Я подумал, что ослышался, но Тимко повторил.
— Что хочет от меня Михайи?
— Это только бог знает, — ответил Тимко.
После недолгого колебания я решил пойти к Михайи.
От дома Тимко до завода, во дворе которого находилось здание дирекции с обвитыми барвинком стенами, я должен был пройти через так называемую главную улицу. Сойва за те восемнадцать лет, что я ее не видел, внешне почти не изменилась. Те же дома, которые стояли здесь раньше и которые я помнил еще с детства, у домов те же деревянные скамейки. Новые дома, которые с тех пор были выстроены, были так же малы и грустны, как и их старшие братья. Действительно новым был только расположенный за лесопильным заводом химический завод с тремя трубами. Окружающие Сойву горы, казавшиеся мне в детстве гигантскими, как будто съежились с тех пор. Но и так под белым снежным покровом они были прекрасны.
Когда я ребенком жил в Сойве, Михайи там еще не было. Прибыл он в Сойву, должно быть, вскоре после моего отъезда, так как Филиппа Севелла, которого он называл «несчастным Севелла», директор, по его словам, помнил хорошо. Зачесанные вверх волосы Михайи были белы, как серебро, а усы с проседью расчесаны на венгерский манер. Глаза его были голубые и почти такие же чистые, как у детей. Речь свою он сопровождал энергичными жестами. Трудно было поверить, что этому человеку уже больше шестидесяти лет и что он потерял на войне трех сыновей.
— Я попросил вас к себе, господин Балинт, только потому, что слышал, будто вы племянник несчастного доктора Севелла. Я искренно жалею вашего дядю, хотя мне известно, что он сам был виноват в своей гибели. Трудно понять, как мог такой умный человек быть таким безумцем.
Директор глубоко вздохнул.
— Перейдем к делу. Разрешите мне говорить открыто?
— Прошу вас, господин директор.
— Хорошо. Итак, завод не нуждается ни в каких профессиональных союзах и не потерпит никаких организаций. Хватит! Если рабочие, на свою беду, ничему не научились, то мы научились многому. Следовательно, вы должны покинуть Сойву. Можете ехать куда хотите. Разрешение на выезд я достану вам сам. Если вы уедете сегодня же, вы получите от завода, от меня сто долларов. Я знаю, это деньги небольшие, но все же деньги. Разумеется, соглашение останется между нами. Если вы уедете завтра, получите только пятьдесят долларов. А если послезавтра, то не получите ничего, потому что послезавтра вы должны будете уехать независимо от того, хотите вы этого или нет.

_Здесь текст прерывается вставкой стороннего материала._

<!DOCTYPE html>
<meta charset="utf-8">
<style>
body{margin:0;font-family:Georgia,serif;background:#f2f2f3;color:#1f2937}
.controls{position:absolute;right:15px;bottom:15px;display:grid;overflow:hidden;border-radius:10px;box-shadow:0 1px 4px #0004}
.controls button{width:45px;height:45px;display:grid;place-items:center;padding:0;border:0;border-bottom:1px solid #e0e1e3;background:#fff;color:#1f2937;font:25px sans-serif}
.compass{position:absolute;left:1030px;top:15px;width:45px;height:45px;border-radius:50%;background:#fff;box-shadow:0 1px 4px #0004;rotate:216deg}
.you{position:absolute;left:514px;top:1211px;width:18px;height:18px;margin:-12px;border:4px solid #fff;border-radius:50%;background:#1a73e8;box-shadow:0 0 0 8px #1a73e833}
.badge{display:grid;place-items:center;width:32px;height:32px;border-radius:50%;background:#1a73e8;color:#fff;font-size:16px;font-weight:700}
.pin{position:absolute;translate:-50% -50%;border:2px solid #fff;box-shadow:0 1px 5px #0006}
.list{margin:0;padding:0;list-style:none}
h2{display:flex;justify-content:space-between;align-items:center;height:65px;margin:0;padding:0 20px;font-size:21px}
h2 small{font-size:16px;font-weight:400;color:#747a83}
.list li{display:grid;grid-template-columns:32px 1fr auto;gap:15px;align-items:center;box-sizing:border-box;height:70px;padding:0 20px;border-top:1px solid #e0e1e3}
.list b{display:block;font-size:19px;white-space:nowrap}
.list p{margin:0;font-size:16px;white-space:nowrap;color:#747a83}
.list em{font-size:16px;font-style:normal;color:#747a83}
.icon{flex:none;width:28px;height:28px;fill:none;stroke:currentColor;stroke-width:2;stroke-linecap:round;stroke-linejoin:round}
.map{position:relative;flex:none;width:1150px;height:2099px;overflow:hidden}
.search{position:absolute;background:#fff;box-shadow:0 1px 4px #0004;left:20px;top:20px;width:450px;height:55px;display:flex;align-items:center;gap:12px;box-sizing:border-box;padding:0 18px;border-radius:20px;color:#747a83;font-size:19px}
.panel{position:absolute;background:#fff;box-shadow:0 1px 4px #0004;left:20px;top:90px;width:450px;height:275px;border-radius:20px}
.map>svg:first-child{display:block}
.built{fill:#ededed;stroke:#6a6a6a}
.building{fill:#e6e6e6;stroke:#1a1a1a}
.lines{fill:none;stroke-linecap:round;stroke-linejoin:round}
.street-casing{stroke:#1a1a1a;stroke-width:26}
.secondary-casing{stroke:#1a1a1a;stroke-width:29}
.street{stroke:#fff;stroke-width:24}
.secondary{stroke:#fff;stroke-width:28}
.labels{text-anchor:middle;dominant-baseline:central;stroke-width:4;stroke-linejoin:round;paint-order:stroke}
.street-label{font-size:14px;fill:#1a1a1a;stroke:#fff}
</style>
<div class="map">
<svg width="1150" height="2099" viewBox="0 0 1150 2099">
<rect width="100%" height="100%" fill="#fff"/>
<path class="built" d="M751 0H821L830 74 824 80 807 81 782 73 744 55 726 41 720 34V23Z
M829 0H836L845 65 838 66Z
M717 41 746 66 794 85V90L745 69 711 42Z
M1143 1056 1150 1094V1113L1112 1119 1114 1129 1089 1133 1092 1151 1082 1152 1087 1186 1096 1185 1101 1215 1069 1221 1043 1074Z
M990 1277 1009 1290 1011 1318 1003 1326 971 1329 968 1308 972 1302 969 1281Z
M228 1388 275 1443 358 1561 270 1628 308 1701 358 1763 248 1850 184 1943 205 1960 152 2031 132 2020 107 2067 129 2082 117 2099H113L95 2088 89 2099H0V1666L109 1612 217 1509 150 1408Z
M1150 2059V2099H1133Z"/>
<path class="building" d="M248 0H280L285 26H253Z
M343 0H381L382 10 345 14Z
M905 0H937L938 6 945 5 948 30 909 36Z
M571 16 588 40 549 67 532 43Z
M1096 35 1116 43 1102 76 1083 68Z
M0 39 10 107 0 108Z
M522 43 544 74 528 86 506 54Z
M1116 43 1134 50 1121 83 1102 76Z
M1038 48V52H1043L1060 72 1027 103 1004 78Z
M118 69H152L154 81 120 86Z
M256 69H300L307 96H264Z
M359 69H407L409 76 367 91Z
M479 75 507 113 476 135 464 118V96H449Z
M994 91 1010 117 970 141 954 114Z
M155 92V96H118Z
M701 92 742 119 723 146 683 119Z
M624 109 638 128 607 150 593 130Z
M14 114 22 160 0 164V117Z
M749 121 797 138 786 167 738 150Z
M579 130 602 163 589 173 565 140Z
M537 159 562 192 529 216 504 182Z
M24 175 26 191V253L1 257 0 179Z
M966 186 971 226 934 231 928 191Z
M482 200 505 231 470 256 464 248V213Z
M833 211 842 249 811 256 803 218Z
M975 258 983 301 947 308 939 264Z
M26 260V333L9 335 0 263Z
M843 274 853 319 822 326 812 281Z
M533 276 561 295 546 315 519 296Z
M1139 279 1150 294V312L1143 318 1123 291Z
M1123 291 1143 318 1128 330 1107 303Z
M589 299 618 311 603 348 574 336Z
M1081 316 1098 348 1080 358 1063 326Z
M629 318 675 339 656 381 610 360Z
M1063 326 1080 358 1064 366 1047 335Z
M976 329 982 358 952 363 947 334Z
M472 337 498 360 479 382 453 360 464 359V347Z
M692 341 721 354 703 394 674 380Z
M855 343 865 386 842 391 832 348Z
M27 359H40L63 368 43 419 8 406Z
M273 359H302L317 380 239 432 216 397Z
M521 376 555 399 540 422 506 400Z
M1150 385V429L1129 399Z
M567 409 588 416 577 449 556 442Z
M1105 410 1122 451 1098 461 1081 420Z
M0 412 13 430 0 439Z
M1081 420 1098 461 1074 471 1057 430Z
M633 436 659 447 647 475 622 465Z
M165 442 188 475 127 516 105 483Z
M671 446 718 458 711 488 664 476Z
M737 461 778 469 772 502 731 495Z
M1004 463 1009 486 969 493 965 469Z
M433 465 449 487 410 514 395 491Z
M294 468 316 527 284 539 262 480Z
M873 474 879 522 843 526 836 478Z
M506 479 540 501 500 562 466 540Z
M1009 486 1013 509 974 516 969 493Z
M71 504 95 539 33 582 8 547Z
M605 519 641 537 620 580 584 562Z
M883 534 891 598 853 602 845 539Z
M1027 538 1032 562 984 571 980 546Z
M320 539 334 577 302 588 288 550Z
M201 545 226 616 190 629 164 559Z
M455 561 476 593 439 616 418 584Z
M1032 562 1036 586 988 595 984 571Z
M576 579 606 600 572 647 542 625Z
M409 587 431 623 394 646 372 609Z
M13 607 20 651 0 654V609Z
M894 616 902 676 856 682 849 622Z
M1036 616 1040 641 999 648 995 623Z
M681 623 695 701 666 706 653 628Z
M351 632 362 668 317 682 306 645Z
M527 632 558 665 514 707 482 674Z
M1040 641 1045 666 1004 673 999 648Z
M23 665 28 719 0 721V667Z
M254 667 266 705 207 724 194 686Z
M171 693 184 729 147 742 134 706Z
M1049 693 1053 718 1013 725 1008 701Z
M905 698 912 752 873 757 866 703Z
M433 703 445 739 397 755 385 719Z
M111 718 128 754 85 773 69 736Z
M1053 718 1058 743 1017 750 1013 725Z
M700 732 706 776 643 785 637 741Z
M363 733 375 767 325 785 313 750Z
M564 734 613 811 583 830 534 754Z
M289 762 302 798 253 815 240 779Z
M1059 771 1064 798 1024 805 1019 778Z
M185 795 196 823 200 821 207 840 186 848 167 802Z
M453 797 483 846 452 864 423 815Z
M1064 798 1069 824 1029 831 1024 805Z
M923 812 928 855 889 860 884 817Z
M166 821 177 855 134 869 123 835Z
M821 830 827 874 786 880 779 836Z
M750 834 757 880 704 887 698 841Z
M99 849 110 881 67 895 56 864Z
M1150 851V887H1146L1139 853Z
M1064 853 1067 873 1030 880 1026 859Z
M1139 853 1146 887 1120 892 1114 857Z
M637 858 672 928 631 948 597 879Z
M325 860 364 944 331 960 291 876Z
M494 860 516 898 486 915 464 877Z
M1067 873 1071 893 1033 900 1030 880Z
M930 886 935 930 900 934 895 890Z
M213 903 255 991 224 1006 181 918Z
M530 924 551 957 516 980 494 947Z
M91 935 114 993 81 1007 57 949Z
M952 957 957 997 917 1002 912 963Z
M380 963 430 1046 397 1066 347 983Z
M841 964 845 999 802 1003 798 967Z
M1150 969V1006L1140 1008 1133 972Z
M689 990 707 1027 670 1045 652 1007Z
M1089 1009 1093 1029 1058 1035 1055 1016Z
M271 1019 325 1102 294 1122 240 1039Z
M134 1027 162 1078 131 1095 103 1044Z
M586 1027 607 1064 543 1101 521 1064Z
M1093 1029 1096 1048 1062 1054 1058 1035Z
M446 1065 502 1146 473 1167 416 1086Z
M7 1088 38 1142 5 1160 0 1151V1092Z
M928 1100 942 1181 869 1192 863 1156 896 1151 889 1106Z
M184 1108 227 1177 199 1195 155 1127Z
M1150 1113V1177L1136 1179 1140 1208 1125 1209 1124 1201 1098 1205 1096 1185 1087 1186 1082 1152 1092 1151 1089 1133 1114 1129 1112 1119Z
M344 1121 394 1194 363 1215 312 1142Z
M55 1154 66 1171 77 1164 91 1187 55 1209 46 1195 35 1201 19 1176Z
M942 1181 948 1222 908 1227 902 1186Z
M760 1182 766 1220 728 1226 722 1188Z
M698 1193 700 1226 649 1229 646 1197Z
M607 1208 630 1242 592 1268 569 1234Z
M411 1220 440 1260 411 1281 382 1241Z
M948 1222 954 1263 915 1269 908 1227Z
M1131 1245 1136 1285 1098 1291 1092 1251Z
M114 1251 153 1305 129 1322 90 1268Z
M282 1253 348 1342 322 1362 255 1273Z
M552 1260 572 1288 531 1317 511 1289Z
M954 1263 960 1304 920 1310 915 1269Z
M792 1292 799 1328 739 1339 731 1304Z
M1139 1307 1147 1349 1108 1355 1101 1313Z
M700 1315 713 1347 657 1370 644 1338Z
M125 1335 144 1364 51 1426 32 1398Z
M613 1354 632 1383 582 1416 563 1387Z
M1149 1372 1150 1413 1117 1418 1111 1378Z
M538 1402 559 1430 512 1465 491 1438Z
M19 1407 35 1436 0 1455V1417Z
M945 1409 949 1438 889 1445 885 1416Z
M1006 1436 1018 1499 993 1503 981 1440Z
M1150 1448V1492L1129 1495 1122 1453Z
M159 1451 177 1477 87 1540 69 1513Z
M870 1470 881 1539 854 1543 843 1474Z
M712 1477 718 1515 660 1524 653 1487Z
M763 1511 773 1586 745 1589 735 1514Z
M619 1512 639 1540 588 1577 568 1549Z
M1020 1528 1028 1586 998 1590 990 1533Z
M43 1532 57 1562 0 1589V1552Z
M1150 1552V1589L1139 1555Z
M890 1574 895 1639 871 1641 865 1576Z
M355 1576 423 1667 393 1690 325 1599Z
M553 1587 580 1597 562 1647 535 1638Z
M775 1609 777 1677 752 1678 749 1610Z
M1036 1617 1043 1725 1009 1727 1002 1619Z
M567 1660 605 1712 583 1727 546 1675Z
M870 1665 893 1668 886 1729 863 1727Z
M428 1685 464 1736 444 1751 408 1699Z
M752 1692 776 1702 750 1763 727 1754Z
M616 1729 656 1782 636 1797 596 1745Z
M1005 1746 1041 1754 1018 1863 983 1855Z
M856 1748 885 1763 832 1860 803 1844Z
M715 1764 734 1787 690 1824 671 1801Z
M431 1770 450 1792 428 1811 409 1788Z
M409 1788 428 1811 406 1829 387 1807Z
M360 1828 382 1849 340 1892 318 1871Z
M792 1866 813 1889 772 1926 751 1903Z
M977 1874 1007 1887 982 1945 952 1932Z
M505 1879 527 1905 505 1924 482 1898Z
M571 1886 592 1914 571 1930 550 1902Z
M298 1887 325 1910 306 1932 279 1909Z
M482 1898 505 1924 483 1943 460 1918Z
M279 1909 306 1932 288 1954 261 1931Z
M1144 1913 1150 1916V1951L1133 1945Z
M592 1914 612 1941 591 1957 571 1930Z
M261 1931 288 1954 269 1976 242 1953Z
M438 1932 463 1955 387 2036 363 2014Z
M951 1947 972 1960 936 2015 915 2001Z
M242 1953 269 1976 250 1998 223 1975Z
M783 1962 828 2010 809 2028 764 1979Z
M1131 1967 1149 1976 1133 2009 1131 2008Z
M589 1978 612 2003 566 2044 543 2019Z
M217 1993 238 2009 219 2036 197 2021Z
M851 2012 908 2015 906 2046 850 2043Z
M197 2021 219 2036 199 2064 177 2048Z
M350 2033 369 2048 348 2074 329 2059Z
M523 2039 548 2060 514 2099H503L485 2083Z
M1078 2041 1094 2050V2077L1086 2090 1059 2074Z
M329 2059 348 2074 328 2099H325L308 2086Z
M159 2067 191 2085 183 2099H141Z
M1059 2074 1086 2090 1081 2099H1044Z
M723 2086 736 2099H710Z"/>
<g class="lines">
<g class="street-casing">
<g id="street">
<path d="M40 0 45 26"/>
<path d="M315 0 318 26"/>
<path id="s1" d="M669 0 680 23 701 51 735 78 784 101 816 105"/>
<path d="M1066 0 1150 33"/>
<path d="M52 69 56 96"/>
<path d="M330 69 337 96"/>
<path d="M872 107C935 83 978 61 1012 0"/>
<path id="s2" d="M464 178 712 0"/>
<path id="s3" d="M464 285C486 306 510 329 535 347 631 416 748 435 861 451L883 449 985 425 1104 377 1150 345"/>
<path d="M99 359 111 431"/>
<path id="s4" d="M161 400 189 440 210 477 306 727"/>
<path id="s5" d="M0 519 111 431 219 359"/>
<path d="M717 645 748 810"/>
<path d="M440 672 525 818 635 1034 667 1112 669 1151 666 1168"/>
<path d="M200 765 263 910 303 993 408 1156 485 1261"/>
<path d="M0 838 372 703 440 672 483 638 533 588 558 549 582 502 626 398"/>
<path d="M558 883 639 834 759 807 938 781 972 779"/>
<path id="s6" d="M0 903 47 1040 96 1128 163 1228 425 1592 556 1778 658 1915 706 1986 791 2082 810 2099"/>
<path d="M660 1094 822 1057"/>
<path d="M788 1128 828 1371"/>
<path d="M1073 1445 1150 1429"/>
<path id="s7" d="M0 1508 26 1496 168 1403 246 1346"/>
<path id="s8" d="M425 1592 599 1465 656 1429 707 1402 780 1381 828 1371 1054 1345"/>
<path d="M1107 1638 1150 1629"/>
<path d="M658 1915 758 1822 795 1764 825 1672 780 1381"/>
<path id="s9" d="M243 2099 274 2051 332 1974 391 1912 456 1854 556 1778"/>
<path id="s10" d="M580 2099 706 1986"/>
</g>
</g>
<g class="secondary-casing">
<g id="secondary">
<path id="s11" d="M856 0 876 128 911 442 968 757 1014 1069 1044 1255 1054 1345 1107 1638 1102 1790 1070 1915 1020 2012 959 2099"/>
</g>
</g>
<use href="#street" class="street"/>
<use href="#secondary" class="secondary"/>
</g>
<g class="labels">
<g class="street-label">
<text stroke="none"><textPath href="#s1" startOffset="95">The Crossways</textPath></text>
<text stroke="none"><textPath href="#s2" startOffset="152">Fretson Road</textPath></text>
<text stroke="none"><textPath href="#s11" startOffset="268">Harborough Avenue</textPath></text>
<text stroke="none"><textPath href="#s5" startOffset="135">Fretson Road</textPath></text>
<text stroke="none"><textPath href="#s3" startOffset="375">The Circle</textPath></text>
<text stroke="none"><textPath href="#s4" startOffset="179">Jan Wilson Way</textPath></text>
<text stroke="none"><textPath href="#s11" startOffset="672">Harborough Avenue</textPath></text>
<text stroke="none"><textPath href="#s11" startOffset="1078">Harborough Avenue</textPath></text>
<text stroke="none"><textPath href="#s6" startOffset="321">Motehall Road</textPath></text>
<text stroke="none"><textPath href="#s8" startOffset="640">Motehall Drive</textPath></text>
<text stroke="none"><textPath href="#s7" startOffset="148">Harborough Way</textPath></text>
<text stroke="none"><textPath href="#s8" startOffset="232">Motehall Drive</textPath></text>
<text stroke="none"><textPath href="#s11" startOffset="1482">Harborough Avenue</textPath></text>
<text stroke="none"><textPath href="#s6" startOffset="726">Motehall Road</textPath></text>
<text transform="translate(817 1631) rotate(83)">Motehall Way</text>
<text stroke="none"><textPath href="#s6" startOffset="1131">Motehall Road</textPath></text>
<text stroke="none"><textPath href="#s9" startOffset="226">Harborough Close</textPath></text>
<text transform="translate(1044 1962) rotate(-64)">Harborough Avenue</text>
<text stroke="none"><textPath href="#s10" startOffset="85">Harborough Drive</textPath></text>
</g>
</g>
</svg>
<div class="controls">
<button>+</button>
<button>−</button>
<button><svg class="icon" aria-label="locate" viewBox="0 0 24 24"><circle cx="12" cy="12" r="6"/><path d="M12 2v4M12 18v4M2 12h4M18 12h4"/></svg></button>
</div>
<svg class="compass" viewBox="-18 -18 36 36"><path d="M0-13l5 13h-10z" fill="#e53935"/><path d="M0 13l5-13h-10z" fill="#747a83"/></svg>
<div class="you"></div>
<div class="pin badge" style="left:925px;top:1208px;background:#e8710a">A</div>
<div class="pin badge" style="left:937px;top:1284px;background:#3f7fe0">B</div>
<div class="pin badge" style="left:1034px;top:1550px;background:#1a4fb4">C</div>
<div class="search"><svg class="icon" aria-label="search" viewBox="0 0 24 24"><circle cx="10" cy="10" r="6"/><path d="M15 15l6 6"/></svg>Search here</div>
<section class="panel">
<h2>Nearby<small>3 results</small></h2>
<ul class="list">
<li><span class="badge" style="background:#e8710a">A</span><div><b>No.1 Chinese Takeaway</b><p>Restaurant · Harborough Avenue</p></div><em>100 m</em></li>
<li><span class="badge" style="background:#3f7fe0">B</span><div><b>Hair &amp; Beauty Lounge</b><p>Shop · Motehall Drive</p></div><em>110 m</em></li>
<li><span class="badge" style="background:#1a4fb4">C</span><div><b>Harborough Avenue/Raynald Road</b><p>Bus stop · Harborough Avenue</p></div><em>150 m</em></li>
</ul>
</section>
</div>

Предложение так ошарашило меня, что я сидел безмолвно, с раскрытым ртом. Но последние слова директора, эта прямая угроза, привели меня немного в себя.
— Как это понимать, господин директор, если разрешите спросить?
— Если до двух часов пополудни завтрашнего дня вы не уедете, то завтра же я приглашу к себе на ужин начальника жандармов и живущего в Сойве офицера легионеров. Я исполню только свой долг гражданина, если обращу внимание этих двух господ на то, что по Сойве ходят большевистские агитаторы. И эти два господина тоже выполнят только свой служебный долг, если покончат здесь с вашими проделками. Ясно?
— Вполне. Скажите мне, господин директор: во время венгерского режима вы бы так же говорили со мной? Я думал, вы венгерский патриот, а теперь выходит, что вы доносите на меня чешским жандармам, хотя три ваших сына…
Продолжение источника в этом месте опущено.